**ACTION ITEM**
Each line from the first entry to the line with "0 #48433b) drop-shadow(-2px", both included, is to be returned unchanged, with any pictures dropped.

(Extracted records)
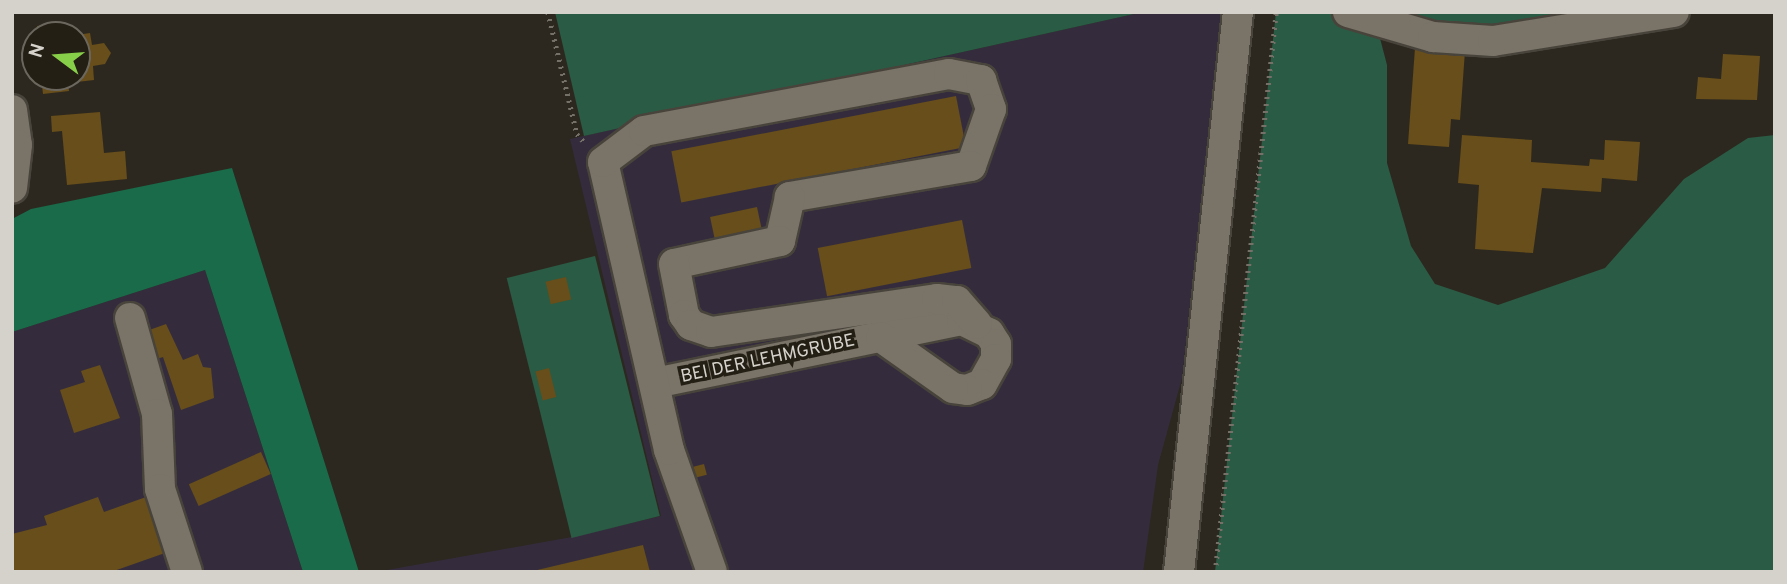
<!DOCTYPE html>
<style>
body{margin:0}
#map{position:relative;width:1787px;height:584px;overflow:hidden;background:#2d281f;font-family:Overpass,sans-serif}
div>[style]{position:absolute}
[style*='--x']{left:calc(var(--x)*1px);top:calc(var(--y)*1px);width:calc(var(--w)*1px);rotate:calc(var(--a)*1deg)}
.commercial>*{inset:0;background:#342c3d}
.green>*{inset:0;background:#2a5b44;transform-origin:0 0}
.forest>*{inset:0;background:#196b4a}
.building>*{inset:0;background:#674e1a;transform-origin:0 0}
.path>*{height:4.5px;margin-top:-2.25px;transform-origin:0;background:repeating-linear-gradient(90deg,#757169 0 2px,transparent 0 7px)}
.roads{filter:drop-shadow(2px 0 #48433b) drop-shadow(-2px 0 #48433b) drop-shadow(0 2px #48433b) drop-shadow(0 -2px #48433b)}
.minor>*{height:30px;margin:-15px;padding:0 15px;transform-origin:15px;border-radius:15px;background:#797368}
span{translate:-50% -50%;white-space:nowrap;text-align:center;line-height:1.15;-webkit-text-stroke:7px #241f15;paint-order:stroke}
.street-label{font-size:18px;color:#d5d2cb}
.frame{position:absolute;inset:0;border:14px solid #d5d2cb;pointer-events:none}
.north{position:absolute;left:21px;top:21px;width:70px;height:70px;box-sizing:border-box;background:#241f15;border:2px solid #6b675e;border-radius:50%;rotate:286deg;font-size:19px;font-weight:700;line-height:28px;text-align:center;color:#d5d2cb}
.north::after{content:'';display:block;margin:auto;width:24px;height:32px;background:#88cf49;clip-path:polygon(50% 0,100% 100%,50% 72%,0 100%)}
</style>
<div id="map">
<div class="commercial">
<i style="clip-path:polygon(1143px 12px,1222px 12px,1182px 378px,1158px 465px,1143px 572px,376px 572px,572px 537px,661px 516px,570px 139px)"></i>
<i style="clip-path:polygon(205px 270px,303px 572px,12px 572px,12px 332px)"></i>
</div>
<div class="green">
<i style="clip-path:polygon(555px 12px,1143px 12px,584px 136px)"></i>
<i style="clip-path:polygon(1276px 12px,1348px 12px,1376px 23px,1387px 65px,1387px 163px,1411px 246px,1435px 284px,1498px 305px,1605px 268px,1684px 179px,1748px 138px,1775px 135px,1775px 572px,1215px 572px)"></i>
<i style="clip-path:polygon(1365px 12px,1624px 12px,1494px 33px)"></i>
<i style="left:595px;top:256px;width:268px;height:91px;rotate:76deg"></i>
</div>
<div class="forest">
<i style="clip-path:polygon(232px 168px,359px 572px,303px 572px,205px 270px,12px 332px,12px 219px,31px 209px)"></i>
</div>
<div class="building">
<i style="clip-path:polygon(62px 24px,63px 35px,38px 35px,37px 26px)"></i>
<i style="clip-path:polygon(90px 33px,92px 45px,104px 43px,111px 53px,105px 64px,93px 66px,94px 80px,68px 83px,69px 91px,43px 94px,41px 77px,77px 77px,77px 35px)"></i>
<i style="clip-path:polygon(1415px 48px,1465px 51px,1460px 120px,1451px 119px,1449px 147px,1408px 144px)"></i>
<i style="clip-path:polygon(1723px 54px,1760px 56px,1757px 100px,1696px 99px,1698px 77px,1721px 79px)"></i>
<i style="left:956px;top:96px;width:52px;height:290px;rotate:79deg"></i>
<i style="clip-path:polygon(100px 112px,104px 153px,125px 151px,127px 179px,67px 185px,62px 131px,52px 132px,51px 116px)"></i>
<i style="clip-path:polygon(1462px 135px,1532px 140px,1531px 162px,1589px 166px,1590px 159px,1604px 160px,1605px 140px,1640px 142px,1637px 181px,1602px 178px,1601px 192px,1542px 188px,1533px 253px,1475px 249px,1479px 185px,1458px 183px)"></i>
<i style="left:757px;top:207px;width:25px;height:48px;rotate:78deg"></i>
<i style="left:962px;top:220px;width:49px;height:147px;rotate:79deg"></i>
<i style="left:566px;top:277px;width:23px;height:21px;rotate:77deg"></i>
<i style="clip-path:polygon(166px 324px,183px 360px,198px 354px,203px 367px,211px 368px,214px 398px,181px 410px,163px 357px,151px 361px,141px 333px)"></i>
<i style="clip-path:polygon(100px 365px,120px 418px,74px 433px,60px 390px,85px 382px,81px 371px)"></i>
<i style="left:549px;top:368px;width:30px;height:14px;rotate:76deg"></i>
<i style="left:261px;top:452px;width:24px;height:79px;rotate:66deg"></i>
<i style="left:704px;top:464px;width:11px;height:11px;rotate:75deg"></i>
<i style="clip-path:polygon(98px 497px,104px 512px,146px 497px,165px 553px,111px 572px,12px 572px,12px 534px,47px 525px,44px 516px)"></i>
<i style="clip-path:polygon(643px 545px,650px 572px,533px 572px,533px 571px)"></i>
</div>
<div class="path">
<i style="--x:548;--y:12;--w:125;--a:76.6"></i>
<i style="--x:577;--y:134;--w:13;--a:48"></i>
<i style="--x:1215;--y:572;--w:563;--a:-83.78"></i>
</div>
<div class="roads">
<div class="minor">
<i style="--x:1348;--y:12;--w:89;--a:16.4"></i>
<i style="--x:1433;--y:37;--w:60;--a:3.8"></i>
<i style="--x:1493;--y:41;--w:183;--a:-9.1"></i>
<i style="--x:12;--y:110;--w:35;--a:82"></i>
<i style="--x:17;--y:145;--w:43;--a:96.6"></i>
<i style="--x:130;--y:318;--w:100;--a:74.3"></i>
<i style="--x:157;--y:414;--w:75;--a:87.7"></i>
<i style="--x:160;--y:489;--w:87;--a:72"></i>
<i style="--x:655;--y:383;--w:313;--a:-11.6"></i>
<i style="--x:962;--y:320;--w:30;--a:26"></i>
<i style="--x:989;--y:333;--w:13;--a:58"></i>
<i style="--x:996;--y:344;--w:15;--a:90"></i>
<i style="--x:996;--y:359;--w:29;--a:119"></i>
<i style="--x:982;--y:384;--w:16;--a:158"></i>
<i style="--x:967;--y:390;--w:14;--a:-172"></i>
<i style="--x:953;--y:388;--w:88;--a:-144.7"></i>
<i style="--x:712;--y:572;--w:129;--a:-109.4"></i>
<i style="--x:669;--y:450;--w:295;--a:-102.9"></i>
<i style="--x:603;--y:162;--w:51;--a:-37.1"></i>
<i style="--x:644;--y:131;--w:310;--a:-10.6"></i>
<i style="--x:949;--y:74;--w:33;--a:11"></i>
<i style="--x:981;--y:80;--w:31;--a:71"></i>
<i style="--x:991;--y:109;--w:60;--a:109.3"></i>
<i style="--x:971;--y:166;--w:184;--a:170.3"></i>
<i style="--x:790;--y:197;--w:45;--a:102.8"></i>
<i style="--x:780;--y:241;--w:108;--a:167.8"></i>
<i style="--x:674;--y:264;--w:52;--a:78.9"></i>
<i style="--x:684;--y:315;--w:12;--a:55"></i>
<i style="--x:691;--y:325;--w:21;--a:19"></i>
<i style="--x:711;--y:332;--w:228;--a:-8.3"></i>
<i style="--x:937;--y:299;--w:20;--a:6"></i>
<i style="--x:957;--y:301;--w:30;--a:49"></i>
<i style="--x:1179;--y:572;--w:563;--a:-83.99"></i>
</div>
</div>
<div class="street-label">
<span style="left:768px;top:360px;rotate:-12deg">BEI DER LEHMGRUBE</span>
</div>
<div class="frame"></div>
<div class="north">N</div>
</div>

**ANSWER FOR THIS EXERCISE**
<!DOCTYPE html>
<style>
body{margin:0}
#map{position:relative;width:1787px;height:584px;overflow:hidden;background:#2d281f;font-family:Overpass,sans-serif}
div>[style]{position:absolute}
[style*='--x']{left:calc(var(--x)*1px);top:calc(var(--y)*1px);width:calc(var(--w)*1px);rotate:calc(var(--a)*1deg)}
.commercial>*{inset:0;background:#342c3d}
.green>*{inset:0;background:#2a5b44;transform-origin:0 0}
.forest>*{inset:0;background:#196b4a}
.building>*{inset:0;background:#674e1a;transform-origin:0 0}
.path>*{height:4.5px;margin-top:-2.25px;transform-origin:0;background:repeating-linear-gradient(90deg,#757169 0 2px,transparent 0 7px)}
.roads{filter:drop-shadow(2px 0 #48433b) drop-shadow(-2px 0 #48433b) drop-shadow(0 2px #48433b) drop-shadow(0 -2px #48433b)}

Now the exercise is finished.